What’s to blame for the team’s monumental struggles?

On Monday morning, a convenient theory emerged, as Ken Rosenthal of Fox Sports reported new closer Mark Melancon “rubbed some teammates the wrong way” upon arriving in San Francisco with his insistence on changing the Giants’ relievers’ stretching routine.

The Giants signed Melancon for $62 million this offseason and expected him to become a clubhouse leader and the world’s best fireman, considering San Francisco’s bullpen burst into flames during the team’s late-season collapse in 2016.

While Melancon’s on-field performance hasn’t been up to the standard he and the Giants expected, he’s been forthright in acknowledging that he needs to pitch better for the team to have more success. Off the field, though? Melancon and manager Bruce Bochy aren’t buying the story that he’s created dissension among fellow relievers and the rest of his Giants’ teammates.

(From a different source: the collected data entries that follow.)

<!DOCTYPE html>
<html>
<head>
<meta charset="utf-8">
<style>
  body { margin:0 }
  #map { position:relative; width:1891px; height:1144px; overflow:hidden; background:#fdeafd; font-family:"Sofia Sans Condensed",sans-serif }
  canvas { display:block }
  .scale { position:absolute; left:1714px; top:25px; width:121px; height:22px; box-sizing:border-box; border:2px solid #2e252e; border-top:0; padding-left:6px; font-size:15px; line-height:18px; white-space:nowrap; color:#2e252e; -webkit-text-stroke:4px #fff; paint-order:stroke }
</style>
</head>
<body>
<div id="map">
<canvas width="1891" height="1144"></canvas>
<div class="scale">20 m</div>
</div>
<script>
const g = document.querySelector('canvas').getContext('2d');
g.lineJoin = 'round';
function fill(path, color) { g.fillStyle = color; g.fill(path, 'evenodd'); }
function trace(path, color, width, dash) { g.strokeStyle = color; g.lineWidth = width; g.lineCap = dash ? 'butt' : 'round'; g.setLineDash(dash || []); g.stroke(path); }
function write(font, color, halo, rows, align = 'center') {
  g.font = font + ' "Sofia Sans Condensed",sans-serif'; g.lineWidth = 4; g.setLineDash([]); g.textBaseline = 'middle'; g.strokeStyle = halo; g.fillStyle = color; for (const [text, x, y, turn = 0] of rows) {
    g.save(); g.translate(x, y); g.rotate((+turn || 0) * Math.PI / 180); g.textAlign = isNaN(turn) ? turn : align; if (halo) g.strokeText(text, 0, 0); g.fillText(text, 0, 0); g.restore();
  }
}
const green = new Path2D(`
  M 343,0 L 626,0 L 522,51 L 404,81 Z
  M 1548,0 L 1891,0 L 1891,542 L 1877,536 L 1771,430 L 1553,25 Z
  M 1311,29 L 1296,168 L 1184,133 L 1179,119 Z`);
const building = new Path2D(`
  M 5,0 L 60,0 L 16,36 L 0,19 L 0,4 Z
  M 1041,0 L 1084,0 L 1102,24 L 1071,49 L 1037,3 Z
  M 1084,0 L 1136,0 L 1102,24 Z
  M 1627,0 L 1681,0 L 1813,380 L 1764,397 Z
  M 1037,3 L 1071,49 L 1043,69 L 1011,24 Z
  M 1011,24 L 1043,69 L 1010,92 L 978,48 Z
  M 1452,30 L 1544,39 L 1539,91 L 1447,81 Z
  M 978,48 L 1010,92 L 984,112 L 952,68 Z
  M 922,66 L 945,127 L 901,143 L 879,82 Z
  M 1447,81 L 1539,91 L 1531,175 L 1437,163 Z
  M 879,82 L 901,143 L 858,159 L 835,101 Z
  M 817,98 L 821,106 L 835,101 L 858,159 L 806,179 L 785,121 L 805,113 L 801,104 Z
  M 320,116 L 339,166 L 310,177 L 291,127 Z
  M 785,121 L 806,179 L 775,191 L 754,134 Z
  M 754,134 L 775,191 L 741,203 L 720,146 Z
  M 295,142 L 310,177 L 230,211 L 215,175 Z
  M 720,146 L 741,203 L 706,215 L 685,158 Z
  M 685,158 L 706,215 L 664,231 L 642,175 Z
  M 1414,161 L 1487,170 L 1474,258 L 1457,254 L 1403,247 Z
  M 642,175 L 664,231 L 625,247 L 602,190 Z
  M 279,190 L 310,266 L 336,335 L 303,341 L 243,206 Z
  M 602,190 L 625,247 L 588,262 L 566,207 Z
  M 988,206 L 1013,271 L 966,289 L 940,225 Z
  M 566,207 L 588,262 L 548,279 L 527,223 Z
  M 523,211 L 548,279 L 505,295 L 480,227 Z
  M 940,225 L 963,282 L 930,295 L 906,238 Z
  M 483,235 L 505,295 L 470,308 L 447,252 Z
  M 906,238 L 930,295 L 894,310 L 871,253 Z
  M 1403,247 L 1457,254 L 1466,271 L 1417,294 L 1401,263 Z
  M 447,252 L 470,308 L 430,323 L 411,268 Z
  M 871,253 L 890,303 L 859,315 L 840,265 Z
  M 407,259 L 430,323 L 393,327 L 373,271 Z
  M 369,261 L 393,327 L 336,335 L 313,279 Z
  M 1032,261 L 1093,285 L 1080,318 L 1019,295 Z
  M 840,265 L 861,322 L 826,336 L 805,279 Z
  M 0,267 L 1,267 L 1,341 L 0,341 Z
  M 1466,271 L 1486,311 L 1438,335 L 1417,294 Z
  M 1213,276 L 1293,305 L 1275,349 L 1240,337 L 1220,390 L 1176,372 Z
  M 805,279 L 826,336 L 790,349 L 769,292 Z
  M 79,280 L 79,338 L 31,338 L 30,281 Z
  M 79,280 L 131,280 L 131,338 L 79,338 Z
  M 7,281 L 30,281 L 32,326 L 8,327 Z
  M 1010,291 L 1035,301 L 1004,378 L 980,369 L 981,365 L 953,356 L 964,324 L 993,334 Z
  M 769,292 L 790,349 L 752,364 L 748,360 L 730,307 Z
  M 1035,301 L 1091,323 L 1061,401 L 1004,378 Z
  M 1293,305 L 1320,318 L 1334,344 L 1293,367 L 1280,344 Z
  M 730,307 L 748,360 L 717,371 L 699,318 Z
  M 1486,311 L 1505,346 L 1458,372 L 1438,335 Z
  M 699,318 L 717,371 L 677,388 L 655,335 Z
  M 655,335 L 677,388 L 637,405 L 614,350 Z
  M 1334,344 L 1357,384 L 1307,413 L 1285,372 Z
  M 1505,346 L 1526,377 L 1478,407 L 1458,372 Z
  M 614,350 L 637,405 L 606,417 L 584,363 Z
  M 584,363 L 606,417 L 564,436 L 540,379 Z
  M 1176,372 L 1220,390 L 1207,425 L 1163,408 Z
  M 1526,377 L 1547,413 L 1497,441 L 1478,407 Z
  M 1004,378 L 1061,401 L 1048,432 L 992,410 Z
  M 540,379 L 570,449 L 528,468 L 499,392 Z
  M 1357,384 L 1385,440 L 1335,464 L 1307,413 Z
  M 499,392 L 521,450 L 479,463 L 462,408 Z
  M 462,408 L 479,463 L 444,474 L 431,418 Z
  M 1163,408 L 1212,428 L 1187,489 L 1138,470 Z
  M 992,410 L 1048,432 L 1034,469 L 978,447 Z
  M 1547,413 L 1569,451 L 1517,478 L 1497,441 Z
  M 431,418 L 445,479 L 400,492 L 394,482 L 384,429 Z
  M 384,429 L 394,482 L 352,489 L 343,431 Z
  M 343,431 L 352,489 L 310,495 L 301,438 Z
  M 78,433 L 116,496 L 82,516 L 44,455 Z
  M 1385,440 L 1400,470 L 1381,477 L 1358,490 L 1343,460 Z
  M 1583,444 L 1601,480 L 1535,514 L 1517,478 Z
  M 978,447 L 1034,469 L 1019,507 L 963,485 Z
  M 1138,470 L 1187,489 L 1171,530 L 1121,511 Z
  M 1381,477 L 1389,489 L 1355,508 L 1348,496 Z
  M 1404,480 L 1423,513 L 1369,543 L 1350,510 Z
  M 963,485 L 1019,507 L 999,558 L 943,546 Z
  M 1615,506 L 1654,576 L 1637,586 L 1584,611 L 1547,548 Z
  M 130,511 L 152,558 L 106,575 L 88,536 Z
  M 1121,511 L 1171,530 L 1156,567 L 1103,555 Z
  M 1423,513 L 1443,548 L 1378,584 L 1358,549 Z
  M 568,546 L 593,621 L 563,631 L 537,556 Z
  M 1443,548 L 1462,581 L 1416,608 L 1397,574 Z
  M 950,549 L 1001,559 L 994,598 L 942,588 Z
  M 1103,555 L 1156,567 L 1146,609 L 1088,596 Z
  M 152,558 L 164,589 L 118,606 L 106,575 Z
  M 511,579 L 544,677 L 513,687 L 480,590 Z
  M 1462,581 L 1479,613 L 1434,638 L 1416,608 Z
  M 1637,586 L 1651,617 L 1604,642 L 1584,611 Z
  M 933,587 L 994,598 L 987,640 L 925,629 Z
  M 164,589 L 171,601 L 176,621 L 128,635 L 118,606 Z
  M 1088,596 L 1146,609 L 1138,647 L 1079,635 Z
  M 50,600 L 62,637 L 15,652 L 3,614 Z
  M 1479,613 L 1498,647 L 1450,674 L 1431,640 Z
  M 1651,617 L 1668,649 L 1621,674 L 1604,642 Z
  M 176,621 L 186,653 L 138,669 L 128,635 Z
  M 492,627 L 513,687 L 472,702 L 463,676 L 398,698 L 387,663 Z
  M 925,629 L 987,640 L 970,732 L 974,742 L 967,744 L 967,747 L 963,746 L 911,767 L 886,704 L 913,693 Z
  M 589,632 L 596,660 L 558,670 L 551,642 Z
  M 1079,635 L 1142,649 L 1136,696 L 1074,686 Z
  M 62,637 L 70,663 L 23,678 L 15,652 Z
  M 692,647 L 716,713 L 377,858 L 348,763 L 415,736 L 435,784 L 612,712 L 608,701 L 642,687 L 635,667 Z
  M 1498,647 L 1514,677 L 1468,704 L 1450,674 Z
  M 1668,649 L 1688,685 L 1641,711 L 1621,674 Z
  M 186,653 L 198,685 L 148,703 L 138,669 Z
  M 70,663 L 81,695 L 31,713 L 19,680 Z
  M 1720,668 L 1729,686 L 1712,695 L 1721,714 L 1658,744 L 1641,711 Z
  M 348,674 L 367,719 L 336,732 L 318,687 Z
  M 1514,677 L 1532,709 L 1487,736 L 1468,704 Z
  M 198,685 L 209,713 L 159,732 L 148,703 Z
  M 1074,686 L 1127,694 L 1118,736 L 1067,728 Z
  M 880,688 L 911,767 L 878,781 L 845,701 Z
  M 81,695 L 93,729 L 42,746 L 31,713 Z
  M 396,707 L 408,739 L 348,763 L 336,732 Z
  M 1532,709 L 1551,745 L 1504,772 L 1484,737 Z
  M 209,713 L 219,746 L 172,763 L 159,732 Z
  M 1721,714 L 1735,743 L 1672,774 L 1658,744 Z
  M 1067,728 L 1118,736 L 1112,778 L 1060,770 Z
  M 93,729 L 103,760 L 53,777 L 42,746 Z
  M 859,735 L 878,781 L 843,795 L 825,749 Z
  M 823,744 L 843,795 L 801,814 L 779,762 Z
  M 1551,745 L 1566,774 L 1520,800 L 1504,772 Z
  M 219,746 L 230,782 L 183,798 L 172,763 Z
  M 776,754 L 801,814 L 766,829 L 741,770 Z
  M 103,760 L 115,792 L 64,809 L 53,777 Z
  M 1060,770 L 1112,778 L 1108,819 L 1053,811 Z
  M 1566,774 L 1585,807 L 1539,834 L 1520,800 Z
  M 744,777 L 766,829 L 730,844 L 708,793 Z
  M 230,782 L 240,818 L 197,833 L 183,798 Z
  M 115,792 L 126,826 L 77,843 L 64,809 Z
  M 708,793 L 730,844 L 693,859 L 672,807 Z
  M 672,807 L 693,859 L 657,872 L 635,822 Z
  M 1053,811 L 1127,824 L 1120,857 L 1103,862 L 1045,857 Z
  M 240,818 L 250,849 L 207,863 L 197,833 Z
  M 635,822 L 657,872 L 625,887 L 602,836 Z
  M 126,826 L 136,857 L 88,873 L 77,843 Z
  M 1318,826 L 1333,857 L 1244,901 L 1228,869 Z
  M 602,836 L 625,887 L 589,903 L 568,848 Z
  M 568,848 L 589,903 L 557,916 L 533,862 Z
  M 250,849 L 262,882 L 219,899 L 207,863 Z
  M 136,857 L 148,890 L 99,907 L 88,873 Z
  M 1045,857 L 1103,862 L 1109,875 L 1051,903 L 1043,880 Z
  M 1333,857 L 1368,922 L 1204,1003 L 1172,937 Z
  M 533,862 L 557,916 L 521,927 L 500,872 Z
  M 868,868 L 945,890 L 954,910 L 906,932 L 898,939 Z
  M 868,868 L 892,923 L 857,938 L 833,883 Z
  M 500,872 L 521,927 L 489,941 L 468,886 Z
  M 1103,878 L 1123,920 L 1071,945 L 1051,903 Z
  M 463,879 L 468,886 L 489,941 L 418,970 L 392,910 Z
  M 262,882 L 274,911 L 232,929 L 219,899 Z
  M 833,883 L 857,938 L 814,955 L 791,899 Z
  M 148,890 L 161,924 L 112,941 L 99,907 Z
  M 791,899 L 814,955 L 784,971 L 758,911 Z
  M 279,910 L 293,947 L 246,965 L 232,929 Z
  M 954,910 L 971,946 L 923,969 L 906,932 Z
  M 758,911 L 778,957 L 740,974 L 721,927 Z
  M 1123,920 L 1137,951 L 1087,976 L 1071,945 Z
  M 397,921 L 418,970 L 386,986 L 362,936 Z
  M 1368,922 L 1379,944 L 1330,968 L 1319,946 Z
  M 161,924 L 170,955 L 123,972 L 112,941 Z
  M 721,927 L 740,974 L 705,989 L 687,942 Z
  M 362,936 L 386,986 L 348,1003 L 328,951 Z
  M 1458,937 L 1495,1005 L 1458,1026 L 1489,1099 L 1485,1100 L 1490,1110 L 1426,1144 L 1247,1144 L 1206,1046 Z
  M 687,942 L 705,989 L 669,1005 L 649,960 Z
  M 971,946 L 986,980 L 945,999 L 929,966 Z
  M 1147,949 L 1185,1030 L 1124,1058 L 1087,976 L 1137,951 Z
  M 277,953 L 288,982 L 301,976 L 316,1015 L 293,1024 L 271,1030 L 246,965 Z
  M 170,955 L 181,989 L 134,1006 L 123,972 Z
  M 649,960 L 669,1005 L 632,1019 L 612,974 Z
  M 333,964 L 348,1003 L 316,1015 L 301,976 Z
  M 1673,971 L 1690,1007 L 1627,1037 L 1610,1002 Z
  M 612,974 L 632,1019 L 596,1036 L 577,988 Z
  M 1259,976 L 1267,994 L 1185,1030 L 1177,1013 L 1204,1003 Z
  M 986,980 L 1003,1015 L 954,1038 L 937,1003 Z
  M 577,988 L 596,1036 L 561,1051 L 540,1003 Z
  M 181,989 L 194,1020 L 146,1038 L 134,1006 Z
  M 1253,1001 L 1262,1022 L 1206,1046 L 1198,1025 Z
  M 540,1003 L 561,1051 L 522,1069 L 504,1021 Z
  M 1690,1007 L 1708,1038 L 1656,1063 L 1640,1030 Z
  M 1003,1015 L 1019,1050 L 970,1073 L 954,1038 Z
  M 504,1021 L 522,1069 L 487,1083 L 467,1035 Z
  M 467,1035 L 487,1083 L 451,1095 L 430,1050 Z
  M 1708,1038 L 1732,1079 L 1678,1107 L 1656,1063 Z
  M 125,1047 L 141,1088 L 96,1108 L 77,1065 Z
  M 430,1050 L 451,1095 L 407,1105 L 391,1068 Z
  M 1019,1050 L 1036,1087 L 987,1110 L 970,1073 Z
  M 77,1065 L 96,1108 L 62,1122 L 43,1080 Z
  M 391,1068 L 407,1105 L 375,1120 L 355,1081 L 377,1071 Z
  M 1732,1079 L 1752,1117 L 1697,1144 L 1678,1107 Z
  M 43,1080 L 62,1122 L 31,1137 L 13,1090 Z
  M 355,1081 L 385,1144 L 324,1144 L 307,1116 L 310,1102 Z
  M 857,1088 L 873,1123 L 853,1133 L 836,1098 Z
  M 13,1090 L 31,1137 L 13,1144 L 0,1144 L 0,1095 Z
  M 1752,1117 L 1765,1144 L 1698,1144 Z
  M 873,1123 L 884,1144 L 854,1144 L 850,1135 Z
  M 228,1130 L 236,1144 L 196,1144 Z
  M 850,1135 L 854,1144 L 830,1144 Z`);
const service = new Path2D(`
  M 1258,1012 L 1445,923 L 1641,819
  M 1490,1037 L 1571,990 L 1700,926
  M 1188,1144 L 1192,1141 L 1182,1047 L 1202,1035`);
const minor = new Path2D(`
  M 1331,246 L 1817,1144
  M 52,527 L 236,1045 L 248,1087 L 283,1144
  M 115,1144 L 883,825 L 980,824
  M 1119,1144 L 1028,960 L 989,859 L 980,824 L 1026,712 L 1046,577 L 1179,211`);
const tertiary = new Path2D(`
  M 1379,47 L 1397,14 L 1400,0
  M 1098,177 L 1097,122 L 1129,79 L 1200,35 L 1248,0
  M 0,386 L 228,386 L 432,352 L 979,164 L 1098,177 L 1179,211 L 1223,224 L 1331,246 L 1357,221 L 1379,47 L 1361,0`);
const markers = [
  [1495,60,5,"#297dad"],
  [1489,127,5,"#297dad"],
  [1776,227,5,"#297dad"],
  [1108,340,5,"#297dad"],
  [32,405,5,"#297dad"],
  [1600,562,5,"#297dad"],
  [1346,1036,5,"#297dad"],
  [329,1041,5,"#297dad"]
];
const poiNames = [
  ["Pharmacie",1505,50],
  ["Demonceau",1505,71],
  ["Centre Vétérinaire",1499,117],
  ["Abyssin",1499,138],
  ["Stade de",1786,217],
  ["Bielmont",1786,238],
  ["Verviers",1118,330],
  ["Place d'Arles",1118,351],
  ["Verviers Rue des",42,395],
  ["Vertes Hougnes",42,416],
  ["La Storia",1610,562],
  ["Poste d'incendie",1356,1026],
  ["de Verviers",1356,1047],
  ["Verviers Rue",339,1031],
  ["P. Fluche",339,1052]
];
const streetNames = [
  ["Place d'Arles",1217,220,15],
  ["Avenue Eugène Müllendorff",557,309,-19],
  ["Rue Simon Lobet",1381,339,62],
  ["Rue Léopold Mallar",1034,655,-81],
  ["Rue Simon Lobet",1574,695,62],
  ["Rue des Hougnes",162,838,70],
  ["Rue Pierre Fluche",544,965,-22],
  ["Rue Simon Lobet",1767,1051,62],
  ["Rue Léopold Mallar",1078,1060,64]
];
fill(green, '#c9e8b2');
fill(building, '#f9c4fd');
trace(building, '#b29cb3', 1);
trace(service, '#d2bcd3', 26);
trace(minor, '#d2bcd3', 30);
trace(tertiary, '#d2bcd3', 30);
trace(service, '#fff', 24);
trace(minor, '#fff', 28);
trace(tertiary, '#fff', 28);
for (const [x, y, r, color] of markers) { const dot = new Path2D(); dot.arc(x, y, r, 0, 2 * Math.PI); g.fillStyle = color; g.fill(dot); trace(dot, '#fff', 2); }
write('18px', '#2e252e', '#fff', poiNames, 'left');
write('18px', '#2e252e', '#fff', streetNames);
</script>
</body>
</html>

“It’s pole-vaulting over mouse turds, to be honest,” Bochy said.

Bochy went on to say that the changes Melancon has brought to the relievers’ pregame routine have been well received, and that’s he thought the issue, or lack thereof, was a “non-story.”

Melancon addressed the story in the clubhouse on Monday afternoon, and said he was shocked to learn that changes to the Giants’ stretching routine could create such a stir. The Giants’ closer said he felt like Allen Iverson –who once famously said, “We talking about practice,”– because he needed to address stretching.

“If this is the thing that we can point at and say this is the reason for the bad year so far, then please bring it on,” Melancon said. “We’re talking about stretching right? Stretching. I feel like Allen Iverson talking about stretching. Yeah, we’re still talking about stretching. I don’t want to talk about stretching, but if we’re talking about stretching, we can do it. That’s about it.”

Melancon has been upfront about his struggles this season and said that he’s impressed that the Giants’ players haven’t given up on their season even though the team has performed well below expectations. The team’s premier free agent acquisition went on to say that San Francisco has plenty of veterans and proven winners on its roster this season, and expressed confidence in their ability to reverse the team’s fortunes.

“Other” News

While the Melancon story dominated the Giants’ news cycle, Bochy offered plenty of other updates on Giants’ players who are either dealing with injuries or struggling with their on-field performance of late.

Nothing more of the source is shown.